In the entries below, find the lines with the word "strong" and copy them.

═══ PROVIDED DATA ═══

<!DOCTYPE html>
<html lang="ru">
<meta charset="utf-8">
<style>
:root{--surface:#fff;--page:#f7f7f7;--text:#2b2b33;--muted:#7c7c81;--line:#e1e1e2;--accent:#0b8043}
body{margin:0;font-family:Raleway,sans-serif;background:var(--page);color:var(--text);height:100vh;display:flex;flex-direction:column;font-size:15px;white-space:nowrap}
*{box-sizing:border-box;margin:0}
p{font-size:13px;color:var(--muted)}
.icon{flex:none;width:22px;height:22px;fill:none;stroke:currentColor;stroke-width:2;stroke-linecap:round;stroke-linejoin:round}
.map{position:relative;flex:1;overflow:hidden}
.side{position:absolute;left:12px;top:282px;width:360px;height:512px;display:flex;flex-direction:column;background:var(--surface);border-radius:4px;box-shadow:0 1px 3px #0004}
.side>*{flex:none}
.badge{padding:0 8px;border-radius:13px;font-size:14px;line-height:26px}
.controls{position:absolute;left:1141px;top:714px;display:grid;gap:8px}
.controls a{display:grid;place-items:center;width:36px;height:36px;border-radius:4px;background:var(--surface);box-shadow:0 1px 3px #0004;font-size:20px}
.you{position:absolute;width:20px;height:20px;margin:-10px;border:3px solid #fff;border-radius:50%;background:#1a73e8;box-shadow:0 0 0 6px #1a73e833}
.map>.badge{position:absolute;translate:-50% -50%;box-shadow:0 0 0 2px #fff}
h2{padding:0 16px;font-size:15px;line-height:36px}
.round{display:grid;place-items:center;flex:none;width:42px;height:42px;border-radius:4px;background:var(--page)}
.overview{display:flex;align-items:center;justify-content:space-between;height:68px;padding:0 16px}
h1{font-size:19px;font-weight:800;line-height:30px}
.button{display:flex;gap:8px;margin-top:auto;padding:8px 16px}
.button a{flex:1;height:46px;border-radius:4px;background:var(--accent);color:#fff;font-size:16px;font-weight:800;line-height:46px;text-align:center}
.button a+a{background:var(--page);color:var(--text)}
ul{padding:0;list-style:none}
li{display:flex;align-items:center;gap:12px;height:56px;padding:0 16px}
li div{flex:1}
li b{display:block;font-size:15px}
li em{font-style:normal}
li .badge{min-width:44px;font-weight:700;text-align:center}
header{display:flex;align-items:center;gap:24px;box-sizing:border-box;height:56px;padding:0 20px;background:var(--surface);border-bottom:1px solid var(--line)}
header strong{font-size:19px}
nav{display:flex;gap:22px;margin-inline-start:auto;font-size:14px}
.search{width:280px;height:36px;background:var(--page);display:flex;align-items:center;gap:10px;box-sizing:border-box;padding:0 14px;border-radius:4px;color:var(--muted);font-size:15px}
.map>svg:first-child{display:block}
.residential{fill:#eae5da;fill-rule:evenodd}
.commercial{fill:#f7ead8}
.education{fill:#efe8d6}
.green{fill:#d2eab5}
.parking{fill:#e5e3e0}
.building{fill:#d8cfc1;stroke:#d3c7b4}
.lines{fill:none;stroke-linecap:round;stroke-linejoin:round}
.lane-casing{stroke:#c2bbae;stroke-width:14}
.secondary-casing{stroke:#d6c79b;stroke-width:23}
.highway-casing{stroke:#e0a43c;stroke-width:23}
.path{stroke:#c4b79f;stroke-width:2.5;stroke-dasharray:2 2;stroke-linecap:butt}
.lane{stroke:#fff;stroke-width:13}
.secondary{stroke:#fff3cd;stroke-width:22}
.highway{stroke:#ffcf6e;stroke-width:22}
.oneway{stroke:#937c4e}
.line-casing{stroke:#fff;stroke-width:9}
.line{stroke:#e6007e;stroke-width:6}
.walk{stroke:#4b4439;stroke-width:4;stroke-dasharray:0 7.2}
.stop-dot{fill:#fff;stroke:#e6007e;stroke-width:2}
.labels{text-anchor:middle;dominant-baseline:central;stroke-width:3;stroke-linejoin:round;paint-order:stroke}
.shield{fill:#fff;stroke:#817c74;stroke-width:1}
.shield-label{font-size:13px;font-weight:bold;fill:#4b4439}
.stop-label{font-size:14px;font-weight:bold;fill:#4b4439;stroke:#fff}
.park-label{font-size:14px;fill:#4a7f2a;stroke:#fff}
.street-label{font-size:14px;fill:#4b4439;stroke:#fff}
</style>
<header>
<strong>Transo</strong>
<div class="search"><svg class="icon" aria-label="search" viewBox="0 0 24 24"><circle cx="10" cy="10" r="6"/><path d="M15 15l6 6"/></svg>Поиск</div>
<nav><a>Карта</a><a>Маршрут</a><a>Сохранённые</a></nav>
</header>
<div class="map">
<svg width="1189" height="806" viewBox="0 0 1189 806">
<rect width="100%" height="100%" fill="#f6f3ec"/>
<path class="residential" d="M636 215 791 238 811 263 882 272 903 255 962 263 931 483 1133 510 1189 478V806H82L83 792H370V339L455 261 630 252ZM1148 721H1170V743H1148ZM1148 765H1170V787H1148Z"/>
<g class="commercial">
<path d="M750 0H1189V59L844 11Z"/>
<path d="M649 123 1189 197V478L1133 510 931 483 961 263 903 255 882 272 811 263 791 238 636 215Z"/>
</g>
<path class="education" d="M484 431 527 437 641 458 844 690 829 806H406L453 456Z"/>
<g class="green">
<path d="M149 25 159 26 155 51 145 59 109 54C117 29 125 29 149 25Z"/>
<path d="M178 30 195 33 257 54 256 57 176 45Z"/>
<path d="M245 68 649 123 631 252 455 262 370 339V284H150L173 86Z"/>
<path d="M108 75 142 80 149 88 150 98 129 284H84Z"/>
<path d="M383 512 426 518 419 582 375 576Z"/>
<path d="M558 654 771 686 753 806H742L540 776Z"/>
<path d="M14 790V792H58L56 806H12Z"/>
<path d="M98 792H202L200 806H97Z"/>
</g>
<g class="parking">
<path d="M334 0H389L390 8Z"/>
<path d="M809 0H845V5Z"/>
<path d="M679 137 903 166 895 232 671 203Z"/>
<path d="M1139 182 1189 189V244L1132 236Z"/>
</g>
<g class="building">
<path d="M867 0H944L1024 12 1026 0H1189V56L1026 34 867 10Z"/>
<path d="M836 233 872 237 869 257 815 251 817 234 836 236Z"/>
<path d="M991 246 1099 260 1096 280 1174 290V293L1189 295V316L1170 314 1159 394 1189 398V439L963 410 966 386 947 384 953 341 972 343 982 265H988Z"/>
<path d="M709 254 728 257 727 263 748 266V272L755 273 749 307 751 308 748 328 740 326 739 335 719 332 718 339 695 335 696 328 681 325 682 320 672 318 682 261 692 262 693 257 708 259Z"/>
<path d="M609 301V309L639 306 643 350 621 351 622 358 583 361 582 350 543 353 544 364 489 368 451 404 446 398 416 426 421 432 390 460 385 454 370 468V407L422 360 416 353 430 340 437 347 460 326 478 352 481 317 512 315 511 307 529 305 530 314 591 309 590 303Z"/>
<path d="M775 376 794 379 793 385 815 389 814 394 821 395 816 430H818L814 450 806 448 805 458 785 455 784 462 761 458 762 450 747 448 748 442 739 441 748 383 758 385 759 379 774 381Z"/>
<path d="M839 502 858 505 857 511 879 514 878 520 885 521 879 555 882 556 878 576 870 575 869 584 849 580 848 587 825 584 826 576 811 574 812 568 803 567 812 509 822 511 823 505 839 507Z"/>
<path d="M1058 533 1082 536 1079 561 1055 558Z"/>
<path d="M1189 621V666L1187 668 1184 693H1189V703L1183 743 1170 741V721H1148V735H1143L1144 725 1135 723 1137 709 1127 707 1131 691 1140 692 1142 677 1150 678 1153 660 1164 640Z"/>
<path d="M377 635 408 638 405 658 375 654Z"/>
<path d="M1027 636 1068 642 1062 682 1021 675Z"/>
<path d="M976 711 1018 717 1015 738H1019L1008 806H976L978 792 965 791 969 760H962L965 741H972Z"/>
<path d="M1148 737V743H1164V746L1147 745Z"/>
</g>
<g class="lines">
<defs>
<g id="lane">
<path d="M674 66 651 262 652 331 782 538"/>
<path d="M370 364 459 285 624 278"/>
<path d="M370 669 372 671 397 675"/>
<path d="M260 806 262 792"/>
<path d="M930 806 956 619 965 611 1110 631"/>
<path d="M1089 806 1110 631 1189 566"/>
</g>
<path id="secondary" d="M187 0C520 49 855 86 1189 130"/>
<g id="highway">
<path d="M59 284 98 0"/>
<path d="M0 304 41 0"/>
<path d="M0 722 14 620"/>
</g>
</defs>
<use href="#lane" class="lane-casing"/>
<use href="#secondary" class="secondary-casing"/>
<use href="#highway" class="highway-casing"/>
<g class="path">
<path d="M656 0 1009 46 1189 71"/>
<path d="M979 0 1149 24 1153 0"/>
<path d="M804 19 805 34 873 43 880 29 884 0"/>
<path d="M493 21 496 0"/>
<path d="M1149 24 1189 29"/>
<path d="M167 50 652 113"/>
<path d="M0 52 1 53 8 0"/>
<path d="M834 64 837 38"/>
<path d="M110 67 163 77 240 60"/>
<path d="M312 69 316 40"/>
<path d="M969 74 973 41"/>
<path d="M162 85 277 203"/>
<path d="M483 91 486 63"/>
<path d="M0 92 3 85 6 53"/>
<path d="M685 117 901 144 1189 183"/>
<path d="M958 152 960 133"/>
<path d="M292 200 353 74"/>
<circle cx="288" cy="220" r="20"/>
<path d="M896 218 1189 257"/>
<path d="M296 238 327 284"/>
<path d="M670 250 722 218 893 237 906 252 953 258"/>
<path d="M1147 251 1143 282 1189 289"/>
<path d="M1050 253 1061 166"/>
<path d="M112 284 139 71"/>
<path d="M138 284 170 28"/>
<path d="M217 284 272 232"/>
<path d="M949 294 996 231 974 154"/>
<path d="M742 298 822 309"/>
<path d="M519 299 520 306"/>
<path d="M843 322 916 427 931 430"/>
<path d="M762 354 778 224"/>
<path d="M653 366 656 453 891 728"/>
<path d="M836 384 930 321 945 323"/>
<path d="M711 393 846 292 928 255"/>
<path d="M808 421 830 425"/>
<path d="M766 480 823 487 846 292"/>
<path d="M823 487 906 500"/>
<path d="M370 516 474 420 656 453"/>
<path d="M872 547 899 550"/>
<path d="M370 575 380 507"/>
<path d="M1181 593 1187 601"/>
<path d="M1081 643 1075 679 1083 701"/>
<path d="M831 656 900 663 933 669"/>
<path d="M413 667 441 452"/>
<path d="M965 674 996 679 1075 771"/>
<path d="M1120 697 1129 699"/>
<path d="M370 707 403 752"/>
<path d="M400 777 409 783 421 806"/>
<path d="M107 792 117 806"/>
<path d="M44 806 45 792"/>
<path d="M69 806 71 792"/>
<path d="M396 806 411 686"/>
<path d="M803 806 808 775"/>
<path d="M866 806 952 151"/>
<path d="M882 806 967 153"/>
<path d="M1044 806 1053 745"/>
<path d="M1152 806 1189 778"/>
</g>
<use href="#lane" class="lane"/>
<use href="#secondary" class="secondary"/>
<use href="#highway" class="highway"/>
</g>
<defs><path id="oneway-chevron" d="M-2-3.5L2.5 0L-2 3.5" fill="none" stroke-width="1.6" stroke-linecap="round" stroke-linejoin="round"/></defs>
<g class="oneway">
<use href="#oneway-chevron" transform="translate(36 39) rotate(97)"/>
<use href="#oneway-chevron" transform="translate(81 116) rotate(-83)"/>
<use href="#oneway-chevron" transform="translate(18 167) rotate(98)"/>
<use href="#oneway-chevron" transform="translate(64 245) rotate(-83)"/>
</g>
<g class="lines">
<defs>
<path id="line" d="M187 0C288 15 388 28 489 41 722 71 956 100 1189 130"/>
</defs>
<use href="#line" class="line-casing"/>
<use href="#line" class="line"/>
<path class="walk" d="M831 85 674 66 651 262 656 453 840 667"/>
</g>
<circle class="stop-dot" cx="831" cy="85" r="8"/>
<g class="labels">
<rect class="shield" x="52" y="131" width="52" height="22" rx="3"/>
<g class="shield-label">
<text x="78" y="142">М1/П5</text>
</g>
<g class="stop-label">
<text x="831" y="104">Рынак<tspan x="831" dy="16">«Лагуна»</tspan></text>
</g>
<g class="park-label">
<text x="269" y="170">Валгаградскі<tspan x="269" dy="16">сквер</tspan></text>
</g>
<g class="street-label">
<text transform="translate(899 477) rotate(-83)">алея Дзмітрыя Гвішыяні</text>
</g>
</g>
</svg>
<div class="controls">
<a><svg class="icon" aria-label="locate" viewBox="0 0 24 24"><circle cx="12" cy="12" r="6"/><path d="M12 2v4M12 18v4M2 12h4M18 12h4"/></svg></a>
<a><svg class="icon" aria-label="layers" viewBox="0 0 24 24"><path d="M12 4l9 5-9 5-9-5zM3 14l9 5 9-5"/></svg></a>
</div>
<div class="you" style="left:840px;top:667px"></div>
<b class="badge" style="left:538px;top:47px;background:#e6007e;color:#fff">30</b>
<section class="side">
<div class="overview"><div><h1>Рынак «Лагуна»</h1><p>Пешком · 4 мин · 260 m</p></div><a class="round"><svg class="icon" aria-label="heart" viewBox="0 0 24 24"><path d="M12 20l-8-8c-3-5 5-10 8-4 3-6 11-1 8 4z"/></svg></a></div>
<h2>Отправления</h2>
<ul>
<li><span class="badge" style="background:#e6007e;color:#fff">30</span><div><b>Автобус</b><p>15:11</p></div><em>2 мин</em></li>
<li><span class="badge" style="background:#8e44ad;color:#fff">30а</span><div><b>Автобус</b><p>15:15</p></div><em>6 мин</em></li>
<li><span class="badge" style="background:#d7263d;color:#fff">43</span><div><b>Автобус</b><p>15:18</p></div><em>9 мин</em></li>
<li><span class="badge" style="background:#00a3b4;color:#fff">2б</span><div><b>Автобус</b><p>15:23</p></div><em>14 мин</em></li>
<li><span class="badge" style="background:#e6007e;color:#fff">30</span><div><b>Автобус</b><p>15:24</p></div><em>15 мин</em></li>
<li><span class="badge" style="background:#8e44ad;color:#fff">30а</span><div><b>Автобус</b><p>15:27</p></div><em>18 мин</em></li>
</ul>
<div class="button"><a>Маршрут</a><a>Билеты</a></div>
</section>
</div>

═══

• [ANSWER TO THIS EXERCISE]:
header strong{font-size:19px}
<strong>Transo</strong>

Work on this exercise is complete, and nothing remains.